Donald Winnicott’s work with children is characterized by an openness and the nonconformity mentioned in an earlier post. This allowed him to be curious and interested in what children experienced and wanted to share with him. Rather than a set way of seeing child development he allowed himself to be surprised.
In one paper he contrasts two brothers. The younger brother he calls Y and describes his typical use of a transitional object. After being breast fed for four months and weaned without difficulty, Y sucked his thumb in the early weeks. After being weaned:
‘.. he adopted the end of the blanket where the stitching finished. He was pleased if a little bit of the wool stuck out at the corner and with this, he would tickle his nose. This very early on became his “Baa” … From the time when he was about a year old, he was able to substitute for the end of the blanket a soft green jersey with a red tie.’
This became an object that soothed the little boy, and helped him fall easily asleep. Sucking the material he lost anxiety.
Y’s older brother X had in contrast, to fight his way to maturity. It was a time when the mother was quite anxious and felt lonely. X was fed for longer and never sucked his thumb or finger so after being weaned with difficulty he had ‘nothing to fall back on’. Instead, it was the actual person of the mother he needed as he had such a strong attachment to her. From one year he adopted a rabbit which he would cuddle and this affection later transferred to real rabbits. Winnicott saw this toy rabbit as a comforter, but not as a transitional object: ‘…it was never, as a true transitional object would have been, more important than the mother, an almost inseparable part of the infant.’

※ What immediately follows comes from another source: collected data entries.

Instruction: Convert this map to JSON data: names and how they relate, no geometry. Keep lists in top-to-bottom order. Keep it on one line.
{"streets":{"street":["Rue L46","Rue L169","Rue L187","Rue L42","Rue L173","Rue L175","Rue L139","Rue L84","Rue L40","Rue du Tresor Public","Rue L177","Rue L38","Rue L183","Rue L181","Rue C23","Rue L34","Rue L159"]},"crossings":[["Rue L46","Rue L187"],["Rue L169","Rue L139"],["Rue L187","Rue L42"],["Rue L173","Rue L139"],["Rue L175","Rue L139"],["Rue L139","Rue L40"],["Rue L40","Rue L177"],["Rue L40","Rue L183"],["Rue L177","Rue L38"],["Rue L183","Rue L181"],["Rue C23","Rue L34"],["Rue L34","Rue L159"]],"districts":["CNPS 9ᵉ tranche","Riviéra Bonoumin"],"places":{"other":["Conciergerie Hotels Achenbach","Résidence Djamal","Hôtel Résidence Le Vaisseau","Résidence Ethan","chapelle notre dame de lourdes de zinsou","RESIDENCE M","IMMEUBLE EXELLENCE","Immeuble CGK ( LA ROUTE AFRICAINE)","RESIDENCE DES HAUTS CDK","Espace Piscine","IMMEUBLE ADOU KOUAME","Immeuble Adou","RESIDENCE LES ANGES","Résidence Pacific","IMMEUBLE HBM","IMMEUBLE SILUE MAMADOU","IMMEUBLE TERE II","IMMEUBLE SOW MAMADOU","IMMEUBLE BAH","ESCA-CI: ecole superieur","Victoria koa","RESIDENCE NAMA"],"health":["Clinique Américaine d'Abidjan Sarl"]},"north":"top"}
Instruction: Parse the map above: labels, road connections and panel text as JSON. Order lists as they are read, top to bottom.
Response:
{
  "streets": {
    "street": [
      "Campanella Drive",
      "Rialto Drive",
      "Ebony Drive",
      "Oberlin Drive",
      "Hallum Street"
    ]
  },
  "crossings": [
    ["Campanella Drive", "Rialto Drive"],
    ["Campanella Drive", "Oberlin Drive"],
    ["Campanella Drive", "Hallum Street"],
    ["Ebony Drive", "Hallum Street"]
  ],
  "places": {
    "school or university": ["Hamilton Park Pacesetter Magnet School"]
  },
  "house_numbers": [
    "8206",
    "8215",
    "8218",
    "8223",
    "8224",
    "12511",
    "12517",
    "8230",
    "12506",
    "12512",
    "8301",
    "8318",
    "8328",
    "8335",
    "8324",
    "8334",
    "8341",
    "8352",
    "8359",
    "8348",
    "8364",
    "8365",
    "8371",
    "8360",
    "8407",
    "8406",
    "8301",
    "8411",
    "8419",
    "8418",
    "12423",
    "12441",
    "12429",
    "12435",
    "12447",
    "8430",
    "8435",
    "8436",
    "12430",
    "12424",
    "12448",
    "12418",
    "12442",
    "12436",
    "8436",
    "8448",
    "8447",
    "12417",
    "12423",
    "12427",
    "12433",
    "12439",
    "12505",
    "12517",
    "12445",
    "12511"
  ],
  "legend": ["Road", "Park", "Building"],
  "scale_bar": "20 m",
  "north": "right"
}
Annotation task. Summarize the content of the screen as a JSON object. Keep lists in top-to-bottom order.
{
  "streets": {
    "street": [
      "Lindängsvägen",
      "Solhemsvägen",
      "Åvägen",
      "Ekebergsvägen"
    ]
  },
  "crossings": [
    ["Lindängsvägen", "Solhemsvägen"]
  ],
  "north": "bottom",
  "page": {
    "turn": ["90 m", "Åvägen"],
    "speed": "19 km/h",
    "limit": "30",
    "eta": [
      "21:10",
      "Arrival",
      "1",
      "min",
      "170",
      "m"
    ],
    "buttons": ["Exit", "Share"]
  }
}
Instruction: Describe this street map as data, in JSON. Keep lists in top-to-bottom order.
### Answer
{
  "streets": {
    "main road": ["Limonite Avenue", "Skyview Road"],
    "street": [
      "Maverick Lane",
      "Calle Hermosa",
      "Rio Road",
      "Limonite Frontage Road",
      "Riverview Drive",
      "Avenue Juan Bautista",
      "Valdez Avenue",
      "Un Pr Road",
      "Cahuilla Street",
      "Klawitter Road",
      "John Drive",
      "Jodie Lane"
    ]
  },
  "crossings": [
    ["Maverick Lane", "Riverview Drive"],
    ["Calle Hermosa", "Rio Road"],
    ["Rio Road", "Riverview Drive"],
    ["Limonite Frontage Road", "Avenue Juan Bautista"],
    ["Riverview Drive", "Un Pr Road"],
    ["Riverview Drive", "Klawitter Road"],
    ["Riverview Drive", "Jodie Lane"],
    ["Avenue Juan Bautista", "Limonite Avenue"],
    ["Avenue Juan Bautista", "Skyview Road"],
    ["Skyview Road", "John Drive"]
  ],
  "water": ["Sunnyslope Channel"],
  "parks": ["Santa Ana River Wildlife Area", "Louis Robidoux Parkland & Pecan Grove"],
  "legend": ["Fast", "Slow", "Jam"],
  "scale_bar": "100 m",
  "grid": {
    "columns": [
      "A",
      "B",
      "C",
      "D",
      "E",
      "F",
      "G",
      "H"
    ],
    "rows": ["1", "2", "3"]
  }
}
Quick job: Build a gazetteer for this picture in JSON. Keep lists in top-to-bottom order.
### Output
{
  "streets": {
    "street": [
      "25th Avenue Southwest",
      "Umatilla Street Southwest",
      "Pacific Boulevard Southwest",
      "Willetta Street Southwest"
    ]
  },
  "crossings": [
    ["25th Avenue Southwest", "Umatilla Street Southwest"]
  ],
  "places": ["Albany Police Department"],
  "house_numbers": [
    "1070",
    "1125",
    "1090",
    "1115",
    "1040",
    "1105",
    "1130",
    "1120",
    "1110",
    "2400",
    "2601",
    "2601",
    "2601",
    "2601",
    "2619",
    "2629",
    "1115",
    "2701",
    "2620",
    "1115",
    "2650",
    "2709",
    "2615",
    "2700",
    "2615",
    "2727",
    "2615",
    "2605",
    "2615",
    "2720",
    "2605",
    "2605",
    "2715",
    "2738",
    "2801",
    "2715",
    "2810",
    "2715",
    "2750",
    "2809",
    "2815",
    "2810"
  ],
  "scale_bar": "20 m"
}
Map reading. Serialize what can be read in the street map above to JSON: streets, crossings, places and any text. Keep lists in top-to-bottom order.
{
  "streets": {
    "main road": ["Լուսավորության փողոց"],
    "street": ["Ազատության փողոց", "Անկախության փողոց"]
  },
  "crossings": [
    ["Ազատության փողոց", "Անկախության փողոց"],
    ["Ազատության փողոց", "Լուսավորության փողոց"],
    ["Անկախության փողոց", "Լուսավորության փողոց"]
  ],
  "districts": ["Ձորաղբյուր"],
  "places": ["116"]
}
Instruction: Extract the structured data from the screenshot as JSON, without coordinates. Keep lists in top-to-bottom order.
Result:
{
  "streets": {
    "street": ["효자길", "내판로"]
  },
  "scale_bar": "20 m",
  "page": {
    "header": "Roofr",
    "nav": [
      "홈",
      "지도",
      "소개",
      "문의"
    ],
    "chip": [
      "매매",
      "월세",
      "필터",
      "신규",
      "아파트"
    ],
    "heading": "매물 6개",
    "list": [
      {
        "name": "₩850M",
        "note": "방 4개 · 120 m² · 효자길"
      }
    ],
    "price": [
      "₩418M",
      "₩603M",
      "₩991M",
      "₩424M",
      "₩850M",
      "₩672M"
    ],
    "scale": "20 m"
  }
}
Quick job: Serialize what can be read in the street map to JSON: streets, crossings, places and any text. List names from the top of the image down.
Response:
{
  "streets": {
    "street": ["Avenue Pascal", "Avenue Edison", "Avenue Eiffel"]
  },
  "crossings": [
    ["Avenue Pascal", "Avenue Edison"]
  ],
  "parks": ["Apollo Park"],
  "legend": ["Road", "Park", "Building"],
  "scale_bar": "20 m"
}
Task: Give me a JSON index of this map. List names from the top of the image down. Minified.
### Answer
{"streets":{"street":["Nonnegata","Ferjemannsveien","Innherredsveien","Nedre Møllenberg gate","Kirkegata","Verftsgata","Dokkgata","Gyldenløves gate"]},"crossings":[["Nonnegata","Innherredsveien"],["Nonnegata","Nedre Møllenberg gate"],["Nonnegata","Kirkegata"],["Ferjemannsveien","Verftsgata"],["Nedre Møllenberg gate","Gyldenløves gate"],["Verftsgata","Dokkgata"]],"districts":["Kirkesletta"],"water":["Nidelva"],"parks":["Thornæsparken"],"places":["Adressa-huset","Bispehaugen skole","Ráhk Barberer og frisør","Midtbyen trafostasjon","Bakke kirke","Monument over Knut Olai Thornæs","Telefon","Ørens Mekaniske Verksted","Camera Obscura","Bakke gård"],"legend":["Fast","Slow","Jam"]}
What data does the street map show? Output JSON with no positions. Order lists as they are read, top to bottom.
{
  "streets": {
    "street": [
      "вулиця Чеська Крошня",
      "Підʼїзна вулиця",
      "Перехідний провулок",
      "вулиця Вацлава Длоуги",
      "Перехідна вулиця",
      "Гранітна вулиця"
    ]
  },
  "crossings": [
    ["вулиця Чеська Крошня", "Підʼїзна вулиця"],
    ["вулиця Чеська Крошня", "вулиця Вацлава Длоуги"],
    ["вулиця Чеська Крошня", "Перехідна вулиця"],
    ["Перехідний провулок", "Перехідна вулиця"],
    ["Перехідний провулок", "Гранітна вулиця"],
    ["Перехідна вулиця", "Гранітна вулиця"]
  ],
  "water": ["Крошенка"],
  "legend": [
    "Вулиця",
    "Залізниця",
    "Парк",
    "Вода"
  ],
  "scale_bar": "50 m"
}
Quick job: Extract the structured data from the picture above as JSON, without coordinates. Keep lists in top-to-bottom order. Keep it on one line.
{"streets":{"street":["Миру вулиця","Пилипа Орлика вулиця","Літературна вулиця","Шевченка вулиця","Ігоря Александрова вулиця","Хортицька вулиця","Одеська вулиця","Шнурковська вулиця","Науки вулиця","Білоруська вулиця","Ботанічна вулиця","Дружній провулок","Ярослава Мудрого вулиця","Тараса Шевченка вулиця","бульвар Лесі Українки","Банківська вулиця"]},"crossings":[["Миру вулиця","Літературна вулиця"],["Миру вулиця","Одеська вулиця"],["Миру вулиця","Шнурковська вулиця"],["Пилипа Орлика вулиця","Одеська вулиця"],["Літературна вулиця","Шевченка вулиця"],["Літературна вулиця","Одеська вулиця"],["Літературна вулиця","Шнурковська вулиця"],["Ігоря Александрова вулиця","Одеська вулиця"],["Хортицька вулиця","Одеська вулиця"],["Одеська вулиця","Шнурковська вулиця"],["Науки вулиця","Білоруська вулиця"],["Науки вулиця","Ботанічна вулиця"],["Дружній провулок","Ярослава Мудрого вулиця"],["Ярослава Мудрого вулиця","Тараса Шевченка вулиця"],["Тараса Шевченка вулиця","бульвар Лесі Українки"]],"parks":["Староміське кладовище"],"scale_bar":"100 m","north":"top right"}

X’s anxieties led to asthma and this was only gradually managed. Winnicott comments that as an adult, it was important to X to find work away from the town where he grew up, but his attachment to his mother ‘is still very powerful’, and it was difficult to form other relationships. In contrast Y is busy with his own children, who are also keen on thumb-sucking!
For Winnicott, this transitional area of experiencing is central to spirituality and faith. The idea of the representation of God as a transitional object involves creating and finding God, and this continues throughout life, as it involves our connection to our sense of self and of the meaning and purpose of existence and ultimate destiny. Unlike the eventually discarded blanket or teddy, Meissner writes that this,
‘God-representation, whether dormant or active, remains available for continuing psychic integration … the process is an authentic dialogue insofar as the God-representation transcends the subjective realm.’
In the same way religious symbols become vehicles for the expression of meaning and values that transcend their physical characteristics. The meaning and significance of for example the crucifix is achieved only through being received into the transitional realm of experience of each believer, who brings their own creativity attached to their belief and faith into their perception and experience of the cross.